◆ **WORK TO COMPLETE**
What you return should match the entries below exactly, only without the images.

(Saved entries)
+ + + + + + +

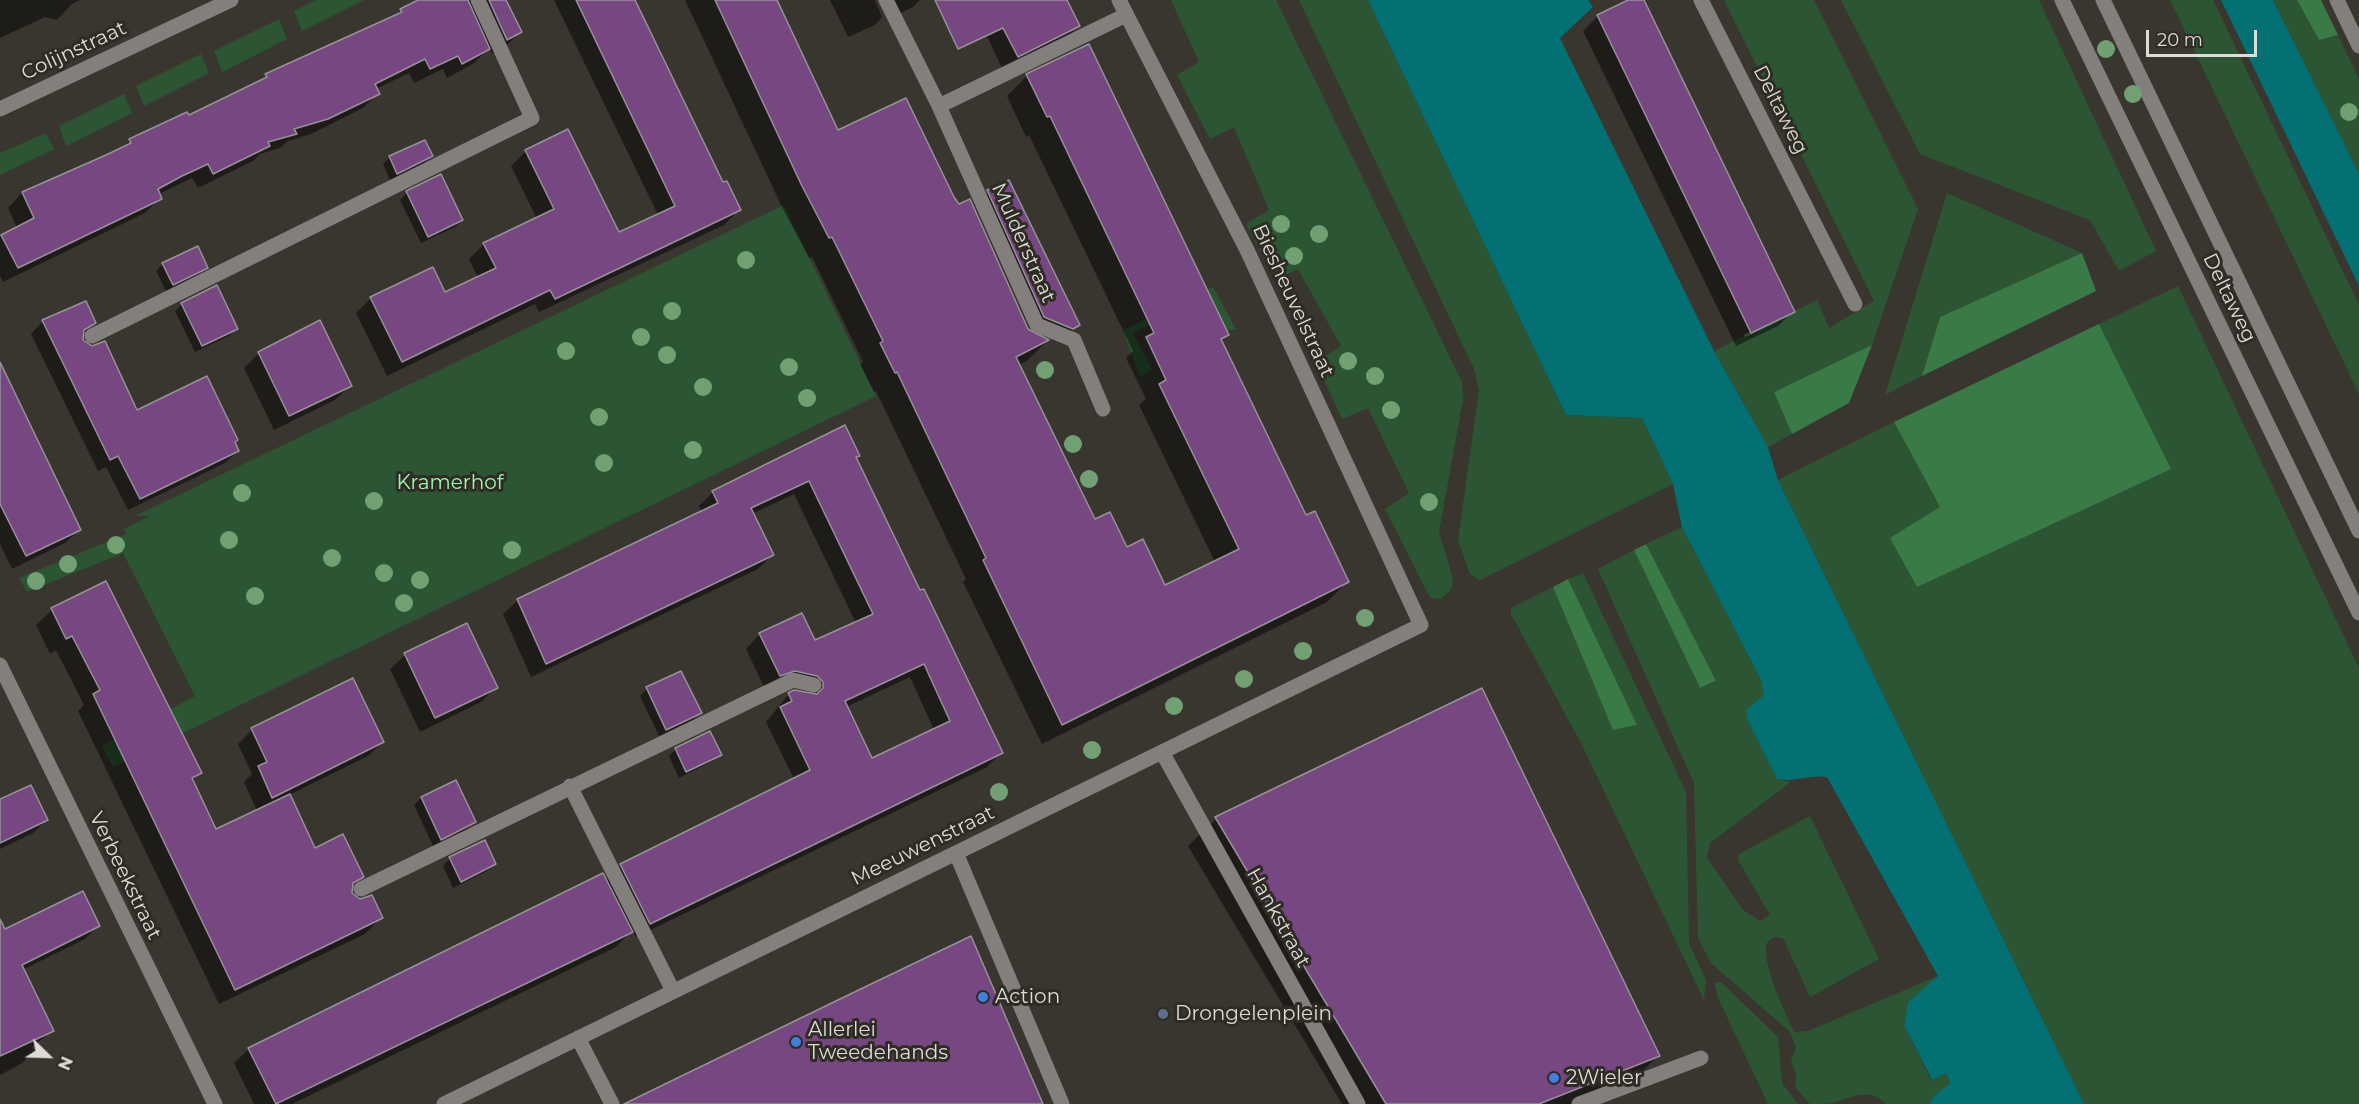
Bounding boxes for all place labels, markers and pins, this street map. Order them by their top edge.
place label: Action [995,985,1060,1009]
marker: Action [976,990,990,1004]
place label: Drongelenplein [1175,1002,1332,1026]
marker: Drongelenplein [1156,1007,1170,1021]
place label: Allerlei Tweedehands [808,1018,948,1065]
marker: Allerlei Tweedehands [789,1035,803,1049]
place label: 2Wieler [1566,1066,1642,1090]
marker: 2Wieler [1547,1071,1561,1085]

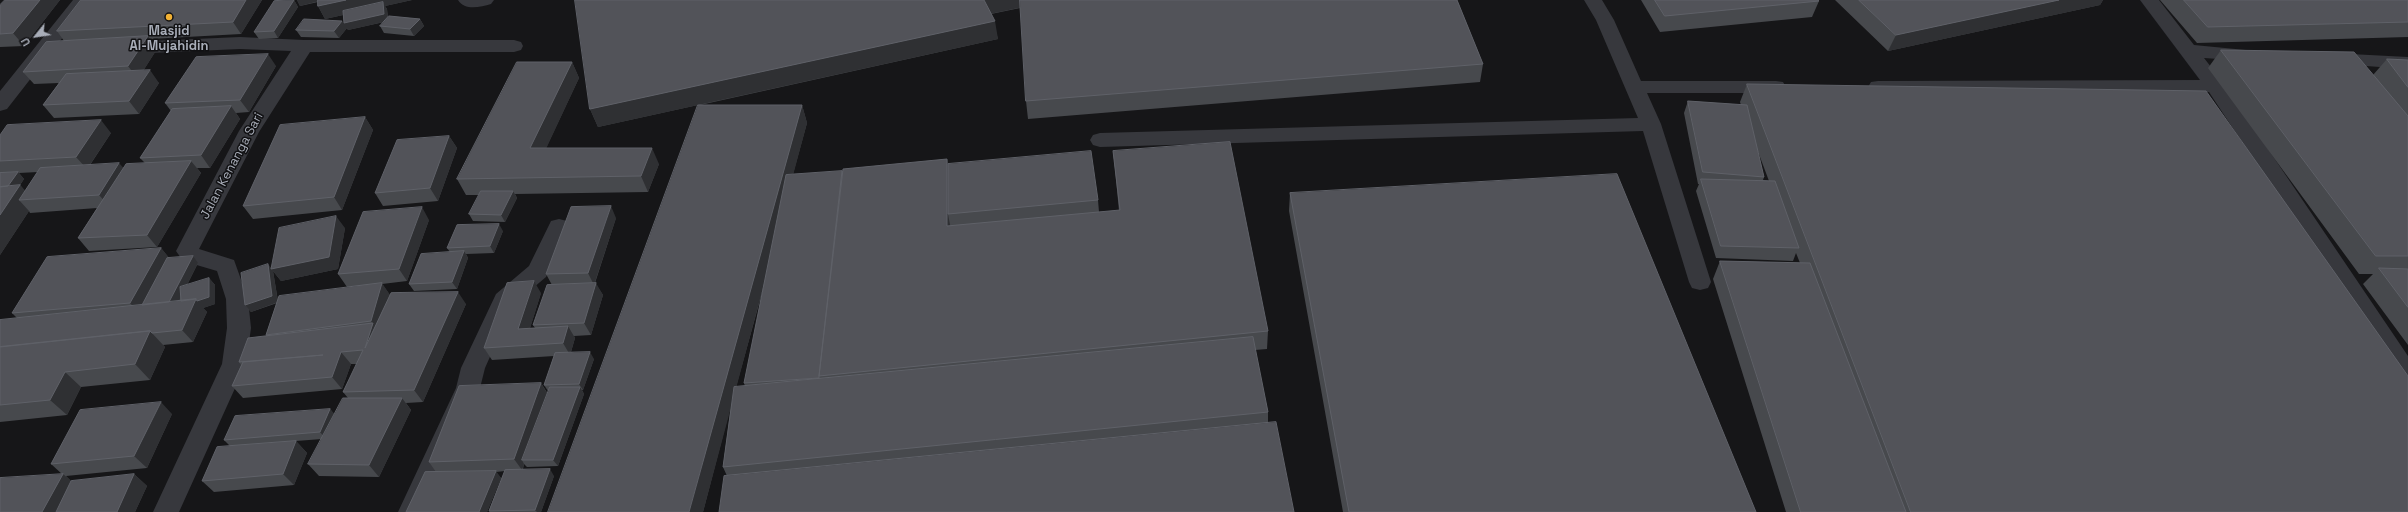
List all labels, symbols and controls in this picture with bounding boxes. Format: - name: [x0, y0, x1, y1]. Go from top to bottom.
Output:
- marker: Masjid Al-Mujahidin: [164, 12, 174, 22]
- north arrow: [16, 16, 56, 56]
- place label: Masjid Al-Mujahidin: [129, 23, 209, 54]
- text: U: [18, 35, 34, 49]
- street label: Jalan Kenanga Sari: [197, 110, 267, 222]

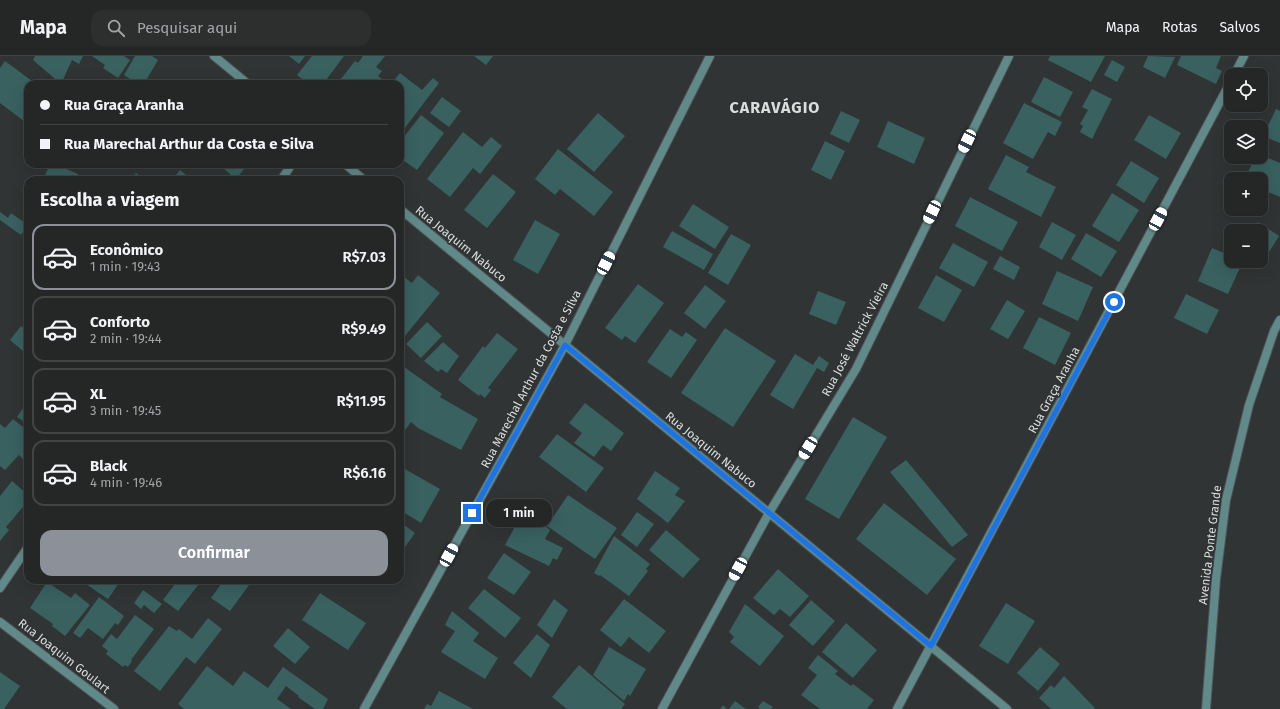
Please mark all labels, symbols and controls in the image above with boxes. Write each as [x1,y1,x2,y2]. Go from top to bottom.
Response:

+ + + + + + +

◆ **ANSWER TO THIS PROBLEM**
Bounding boxes for all place labels, markers and pins, this street map. Order them by their top edge.
place label: Action [995,985,1060,1009]
marker: Action [976,990,990,1004]
place label: Drongelenplein [1175,1002,1332,1026]
marker: Drongelenplein [1156,1007,1170,1021]
place label: Allerlei Tweedehands [808,1018,948,1065]
marker: Allerlei Tweedehands [789,1035,803,1049]
place label: 2Wieler [1566,1066,1642,1090]
marker: 2Wieler [1547,1071,1561,1085]

List all labels, symbols and controls in this picture with bounding boxes. Format: - name: [x0, y0, x1, y1]. Go from top to bottom.
Output:
- marker: Masjid Al-Mujahidin: [164, 12, 174, 22]
- north arrow: [16, 16, 56, 56]
- place label: Masjid Al-Mujahidin: [129, 23, 209, 54]
- text: U: [18, 35, 34, 49]
- street label: Jalan Kenanga Sari: [197, 110, 267, 222]

Please mark all labels, symbols and controls in the image above with boxes. Write each as [x1,y1,x2,y2]. Go from top to bottom.
Response:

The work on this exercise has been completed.